Extracted information =

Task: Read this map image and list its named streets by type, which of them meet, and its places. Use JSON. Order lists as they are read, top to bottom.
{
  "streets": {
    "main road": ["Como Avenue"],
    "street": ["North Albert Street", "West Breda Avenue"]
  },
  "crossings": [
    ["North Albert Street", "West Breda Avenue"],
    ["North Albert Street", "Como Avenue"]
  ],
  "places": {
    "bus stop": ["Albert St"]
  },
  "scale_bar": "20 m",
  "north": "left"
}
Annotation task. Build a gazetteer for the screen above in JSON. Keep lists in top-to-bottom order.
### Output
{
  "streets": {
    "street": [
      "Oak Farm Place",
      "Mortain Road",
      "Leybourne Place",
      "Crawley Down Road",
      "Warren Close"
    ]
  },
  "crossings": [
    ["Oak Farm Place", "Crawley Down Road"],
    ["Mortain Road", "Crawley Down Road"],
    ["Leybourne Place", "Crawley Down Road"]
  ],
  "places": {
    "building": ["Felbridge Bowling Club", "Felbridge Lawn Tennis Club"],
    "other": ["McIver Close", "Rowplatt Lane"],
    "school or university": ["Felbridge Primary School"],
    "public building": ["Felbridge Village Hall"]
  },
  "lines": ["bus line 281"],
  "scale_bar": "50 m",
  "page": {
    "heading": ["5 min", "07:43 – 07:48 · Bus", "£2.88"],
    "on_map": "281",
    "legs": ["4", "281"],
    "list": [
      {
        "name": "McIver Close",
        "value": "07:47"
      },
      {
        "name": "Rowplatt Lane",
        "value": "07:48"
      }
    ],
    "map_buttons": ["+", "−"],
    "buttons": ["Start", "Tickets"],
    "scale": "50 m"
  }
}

Work order =
Quote the listing word for word from its first line through the line in which "Annotation task. Build" appears.

Written response =
Task: Read this map image and list its named streets by type, which of them meet, and its places. Use JSON. Order lists as they are read, top to bottom.
{
  "streets": {
    "main road": ["Como Avenue"],
    "street": ["North Albert Street", "West Breda Avenue"]
  },
  "crossings": [
    ["North Albert Street", "West Breda Avenue"],
    ["North Albert Street", "Como Avenue"]
  ],
  "places": {
    "bus stop": ["Albert St"]
  },
  "scale_bar": "20 m",
  "north": "left"
}
Annotation task. Build a gazetteer for the screen above in JSON. Keep lists in top-to-bottom order.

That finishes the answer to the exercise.